Errors in records

Genealogical research occasionally entails making an assumption or guess. Sources are often incomplete and can have errors introduced at the time of recording “facts.” Aside from typos and indecipherable handwriting, people lie. People lie about their age. They lie about relationships. They lie about their names. People change their names. They may not know their actual birth date or place of birth.

So researchers often make their best guesses as to what the actual history might be. As we are interested in the story, sometimes the “fuzzy facts” don’t make a lot of difference. Sometimes, the existence and retelling of a story says more than the factual truth of the story. Sometimes, it is hard to see that meaning. For example, there is a passed-down story that Matthew Harris Lingo had a twin lost in attack by Native Americans does not hold up to scrutiny against other verifiable facts. The story is told as fact, from the daughter of Matthew. What does this mean?

How errors live and grow

One of the big difference between and is how errors are perpetuated and/or corrected. On Ancestry, each person maintains their own family trees, sometimes public, other times, as private trees with access granted to only a few. Anyone can copy information from the public trees into their own trees. Any errors in the origin tree gets copied over. If the original tree gets corrected, the error still exists in the earlier copies. There are no easy or automated ways to catch such errors, and at times, it is hard to know which trees are correct.

On Family Search, everyone works on the same shared public tree.
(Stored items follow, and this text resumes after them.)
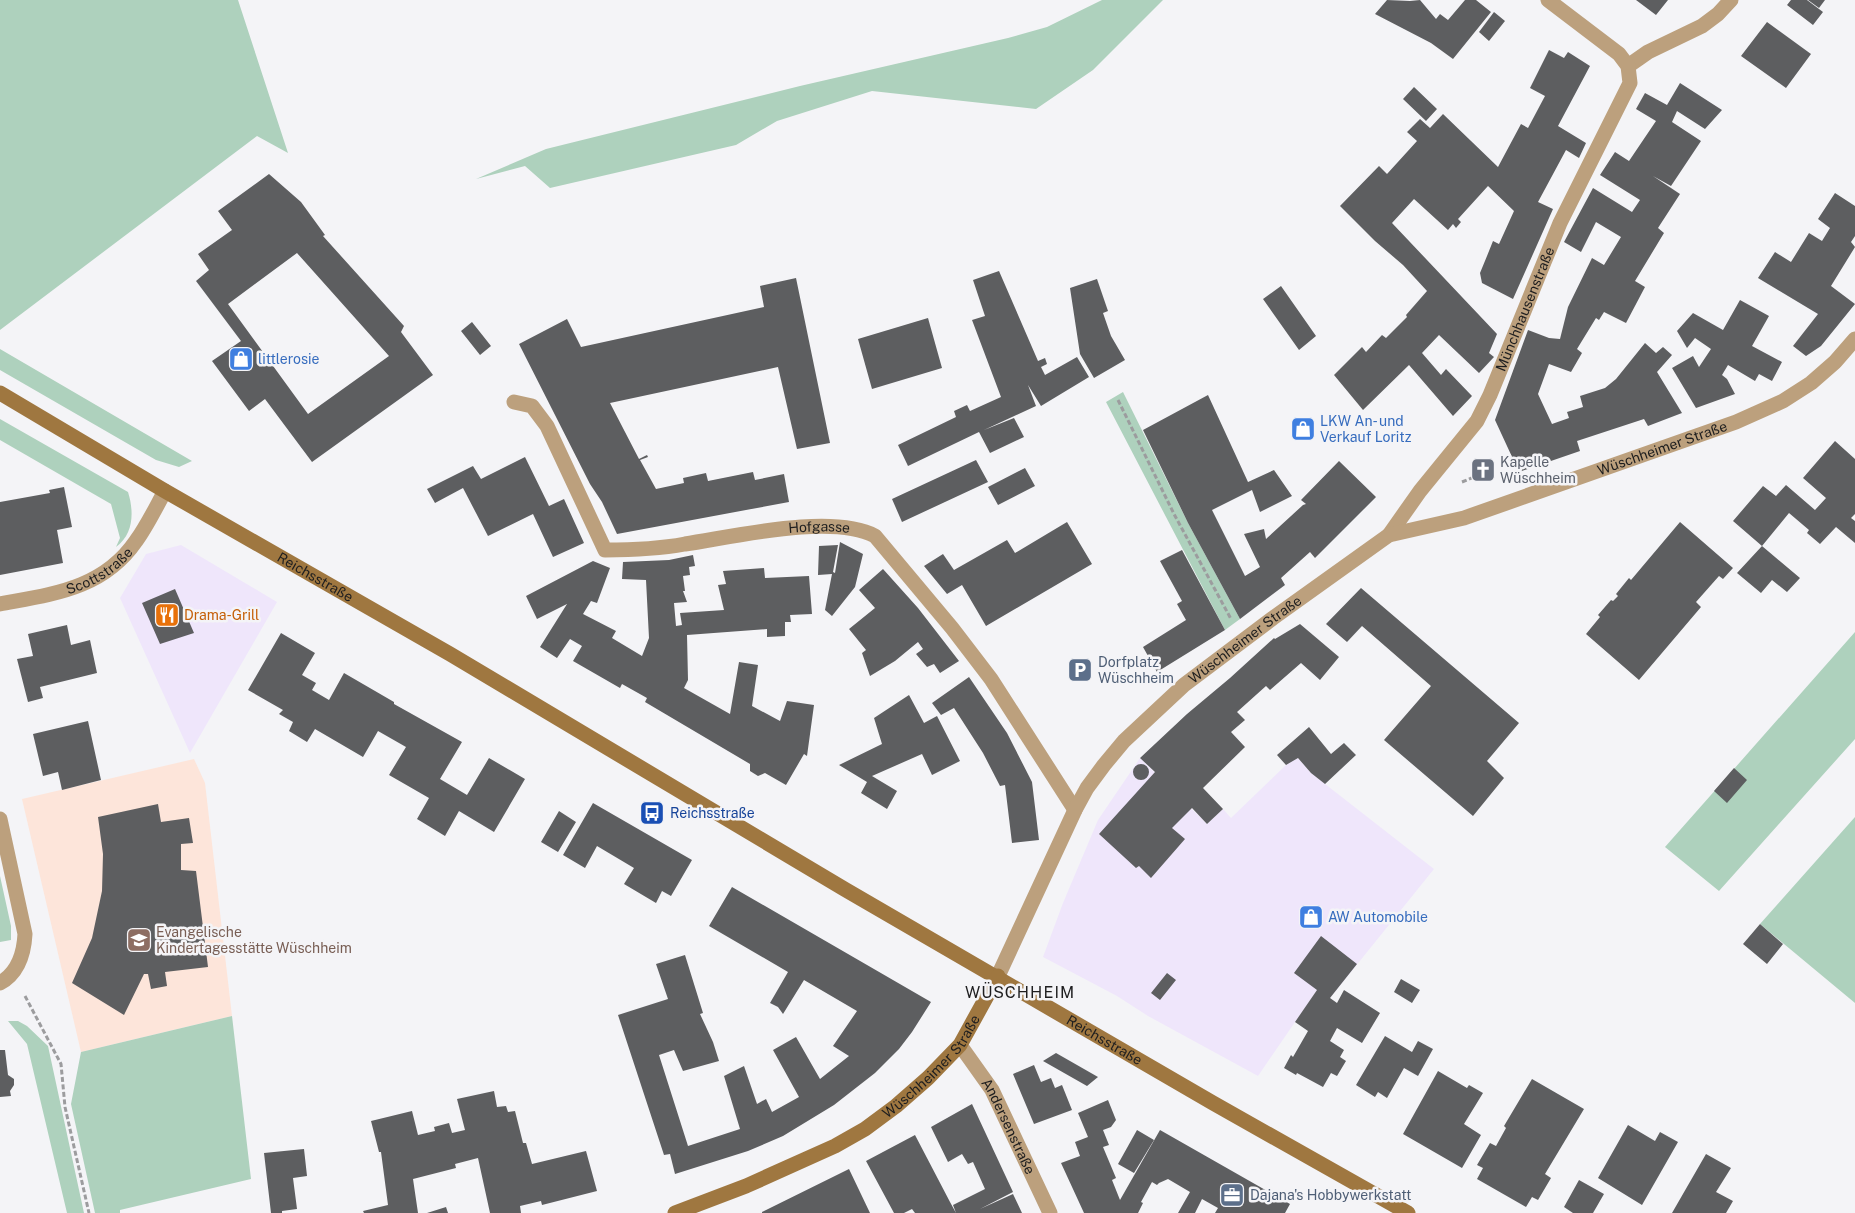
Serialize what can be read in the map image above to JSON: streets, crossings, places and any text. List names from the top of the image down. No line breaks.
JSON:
{"streets":{"main road":["Wüschheimer Straße","Reichsstraße"],"street":["Münchhausenstraße","Hofgasse","Scottstraße","Andersenstraße"]},"crossings":[["Münchhausenstraße","Wüschheimer Straße"],["Wüschheimer Straße","Hofgasse"],["Wüschheimer Straße","Reichsstraße"],["Wüschheimer Straße","Andersenstraße"],["Scottstraße","Reichsstraße"]],"districts":["WÜSCHHEIM"],"places":{"shop":["littlerosie","LKW An- und Verkauf Loritz","AW Automobile"],"church":["Kapelle Wüschheim"],"restaurant":["Drama-Grill"],"parking":["Dorfplatz Wüschheim"],"bus stop":["Reichsstraße"],"school or university":["Evangelische Kindertagesstätte Wüschheim"],"office":["Dajana's Hobbywerkstatt"]}}
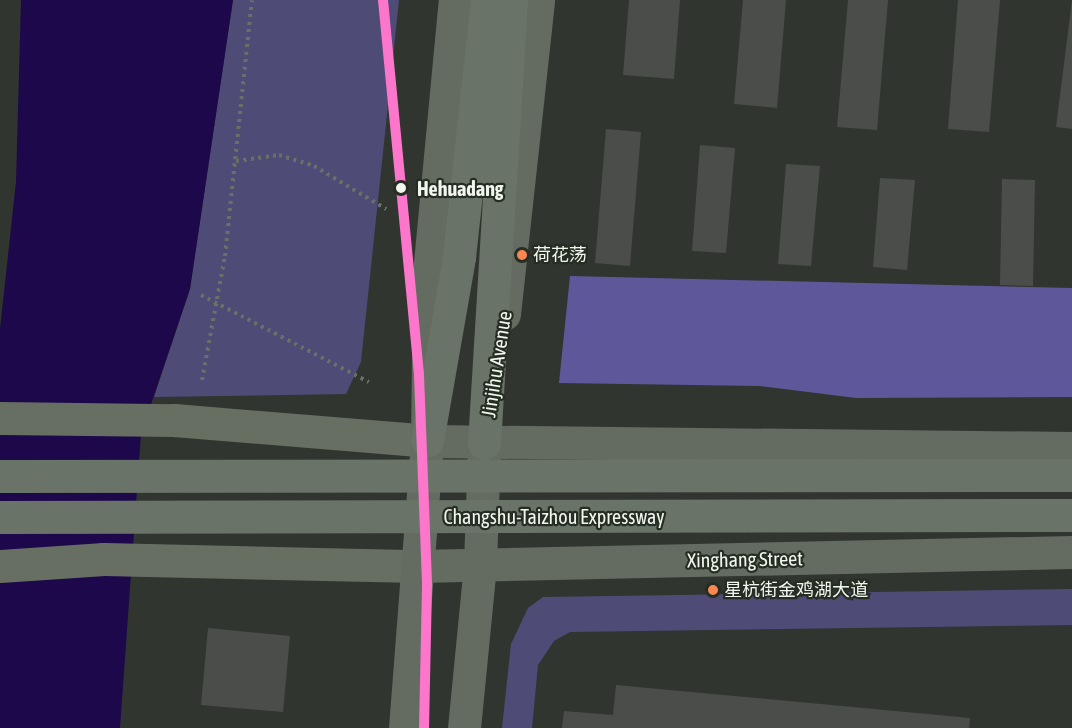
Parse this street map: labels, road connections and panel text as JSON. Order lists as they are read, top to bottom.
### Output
{
  "streets": {
    "highway": ["Changshu-Taizhou Expressway"],
    "main road": ["Jinjihu Avenue", "Xinghang Street"]
  },
  "crossings": [
    ["Jinjihu Avenue", "Xinghang Street"]
  ],
  "places": ["Hehuadang", "荷花荡", "星杭街金鸡湖大道"]
}
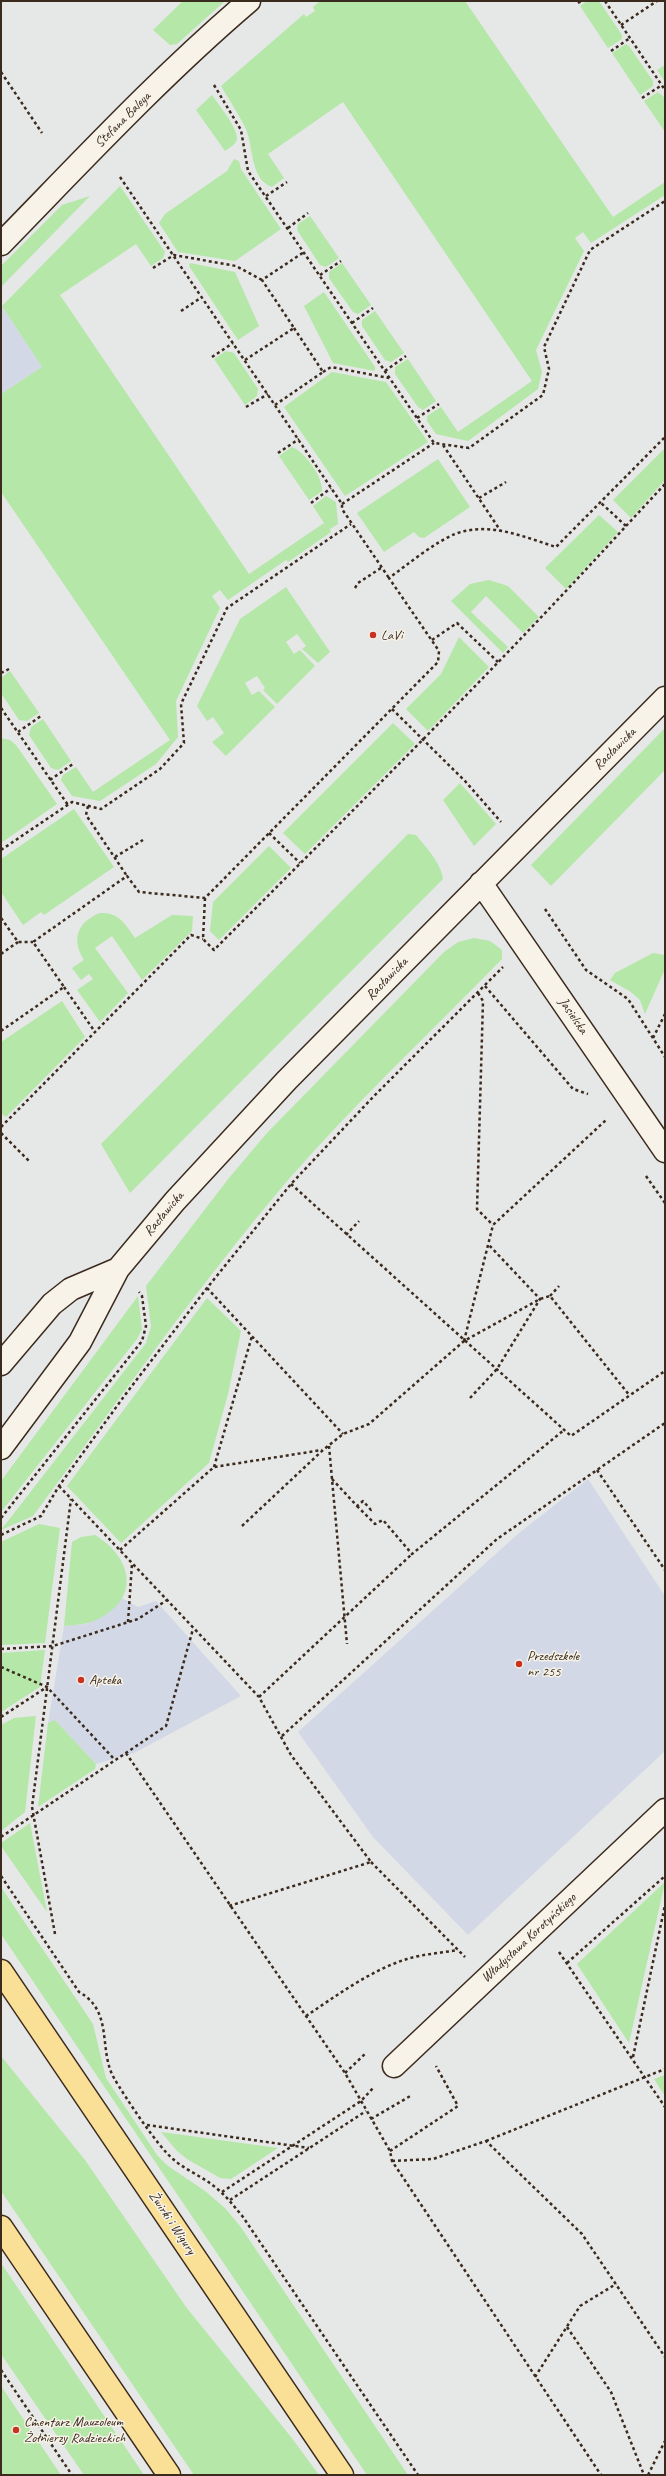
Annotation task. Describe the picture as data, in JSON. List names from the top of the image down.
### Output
{
  "streets": {
    "main road": ["Żwirki i Wigury"],
    "street": [
      "Stefana Baleya",
      "Racławicka",
      "Jasielska",
      "Władysława Korotyńskiego"
    ]
  },
  "crossings": [
    ["Racławicka", "Jasielska"]
  ],
  "places": [
    "LaVi",
    "Przedszkole nr 255",
    "Apteka",
    "Cmentarz Mauzoleum Żołnierzy Radzieckich"
  ]
}
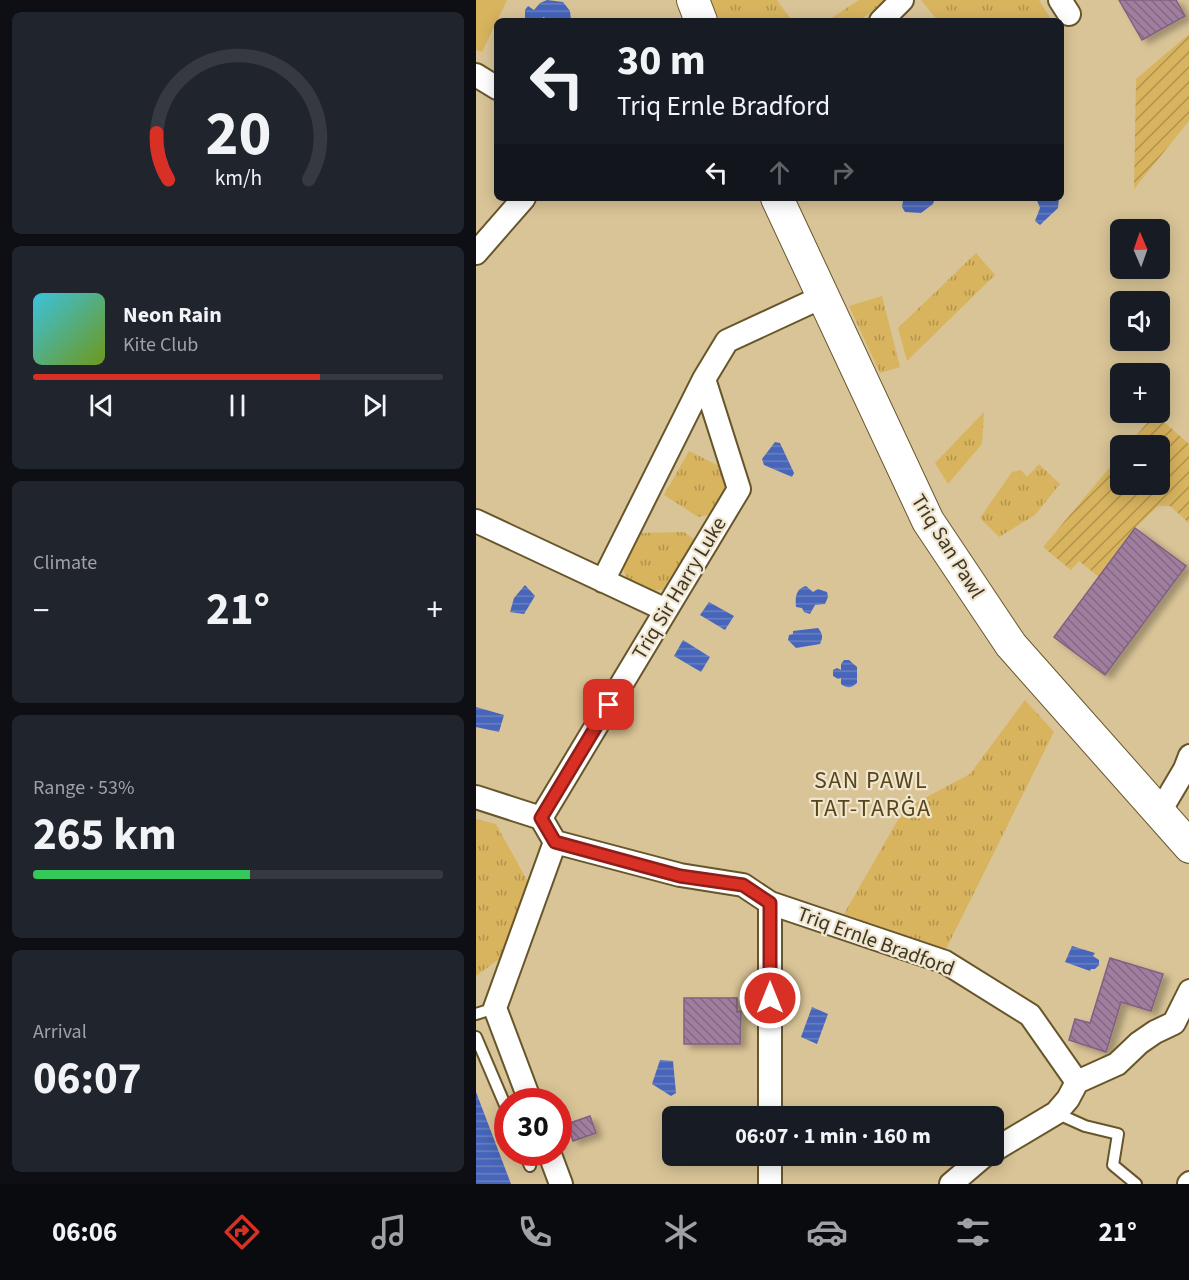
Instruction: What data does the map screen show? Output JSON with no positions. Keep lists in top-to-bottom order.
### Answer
{
  "streets": {
    "main road": ["Triq San Pawl"],
    "street": ["Triq Sir Harry Luke", "Triq Ernle Bradford"]
  },
  "districts": ["SAN PAWL TAT-TARĠA"],
  "north": "top",
  "page": {
    "turn": ["30 m", "Triq Ernle Bradford"],
    "map_buttons": ["+", "−"],
    "song": ["Neon Rain", "Kite Club"],
    "tile": [
      "Climate",
      ["Range · 53%", "265 km"],
      ["Arrival", "06:07"]
    ],
    "heat": ["−", "21°", "+"],
    "limit": "30",
    "trip": "06:07 · 1 min · 160 m",
    "tabs": ["06:06", "21°"],
    "gauge": ["20", "km/h"]
  }
}
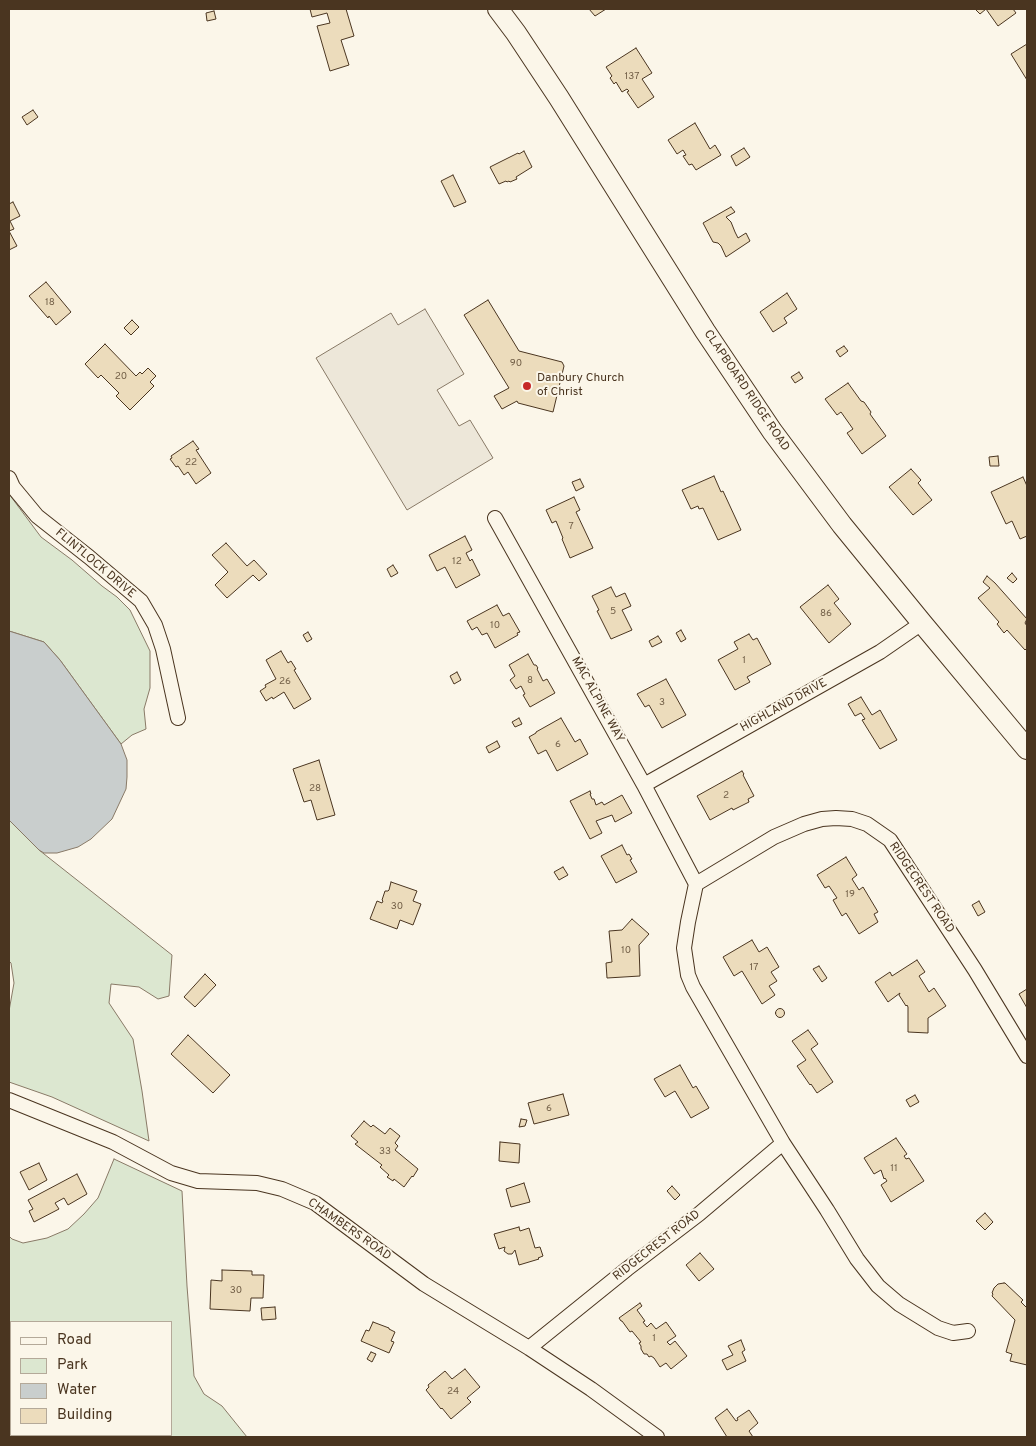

While this does result in some less-diligent researchers introducing errors into the tree, it also allows the community to question or correct errors. There are frequent problems with this model – it is not uncommon to encounter a family with 20 or more children from one mother, with children spaced only a few months apart, or children born to women who are outside the expected years of fertility. Family Search does not allow the creation of a “stand-alone” person – all new records must be connected to a parent, child or spouse, so some researchers will attach to a nearest match.

Common errors in Lingo records

Without getting too deep into the “why” on these errors, I present them here.

Asbury Pinkston Lingo(s)

On Ancestry, there is a common error that “Asbury Pinkston Lingo (1795 – 1865)” … was “[b]orn in Stewart County, Georgia, USA on 1795 to Elijah Lingo and Mary Hardin Taliaferro.

First, no source shows his first name as “Asbury” – his son, born 1830 was “Asbury Pinkston Lingo” – however the elder Pinkston was always referenced as “Pinkston” or simply “P Lingo.” Also, his parents were not Elijah and Mary – their children are fairly well documented in several sources. Pinkston was more likely the son of Patrick Lingo 1750-1801 and Sarah Pinkston.

Patrick Lingo

Many records show a Patrick Lingo being born in 1722 in Delaware and dying in 1801 in Georgia. Seems quite unlikely. While there is no firm documentation, I assert there are Father and Son Patricks. There is a AGBI record of a Patrick being born in 1750 in Delaware, and probably the same Patrick claiming head-right land in Georgia from 1786-1791, given for service in the Revolutionary War. There is a will for a Patrick Lingo probated in Delaware, not likely the same that moved to Georgia. There was also a transfer of land to a “Patrick Lingoe, yoeman of the other part” in Delaware in 1783. If this was the son, he sold it and moved to Georgia, if it was the father, he was already older than 60 years old.

The younger Patrick married a Sarah Pinkston in Georgia, a family name passed down. There was a large family of Pinkstons living in Stewart County Georgia as evidenced by the 22 buried nearby in the following years (earlier graves were often unmarked).